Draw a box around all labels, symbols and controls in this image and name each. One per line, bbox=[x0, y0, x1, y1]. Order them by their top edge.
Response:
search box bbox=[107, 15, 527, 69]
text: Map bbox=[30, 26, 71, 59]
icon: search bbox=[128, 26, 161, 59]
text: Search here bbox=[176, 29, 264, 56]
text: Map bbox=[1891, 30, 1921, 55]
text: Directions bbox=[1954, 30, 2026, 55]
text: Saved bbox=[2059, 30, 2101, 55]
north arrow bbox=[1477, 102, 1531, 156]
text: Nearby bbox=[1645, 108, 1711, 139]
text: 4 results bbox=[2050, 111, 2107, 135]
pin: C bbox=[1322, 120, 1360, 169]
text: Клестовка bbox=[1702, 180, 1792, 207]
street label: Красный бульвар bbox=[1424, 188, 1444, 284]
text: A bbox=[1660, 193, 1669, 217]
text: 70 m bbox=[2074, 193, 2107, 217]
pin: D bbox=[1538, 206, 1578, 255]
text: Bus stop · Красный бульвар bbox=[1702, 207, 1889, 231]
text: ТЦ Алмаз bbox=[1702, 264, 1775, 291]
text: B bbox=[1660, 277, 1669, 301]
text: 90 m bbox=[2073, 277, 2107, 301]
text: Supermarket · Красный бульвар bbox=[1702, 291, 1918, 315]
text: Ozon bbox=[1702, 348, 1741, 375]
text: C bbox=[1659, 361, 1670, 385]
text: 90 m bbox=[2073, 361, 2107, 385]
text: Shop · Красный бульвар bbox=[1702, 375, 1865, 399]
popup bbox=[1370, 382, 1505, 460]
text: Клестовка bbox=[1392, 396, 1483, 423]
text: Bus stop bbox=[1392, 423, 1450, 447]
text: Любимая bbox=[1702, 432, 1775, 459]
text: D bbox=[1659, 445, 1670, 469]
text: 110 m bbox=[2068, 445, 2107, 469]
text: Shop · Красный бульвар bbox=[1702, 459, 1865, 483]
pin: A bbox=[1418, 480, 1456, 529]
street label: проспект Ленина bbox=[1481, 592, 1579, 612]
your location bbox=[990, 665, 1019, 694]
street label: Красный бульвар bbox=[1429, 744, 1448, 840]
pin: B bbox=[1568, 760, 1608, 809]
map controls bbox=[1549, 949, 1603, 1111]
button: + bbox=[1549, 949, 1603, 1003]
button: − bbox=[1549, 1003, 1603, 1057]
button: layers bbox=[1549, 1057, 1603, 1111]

:::::

• [What the task requires]:
State how many lines in the material above hold the word "бульвар". Add nothing else.

• [Finished exercise]:
6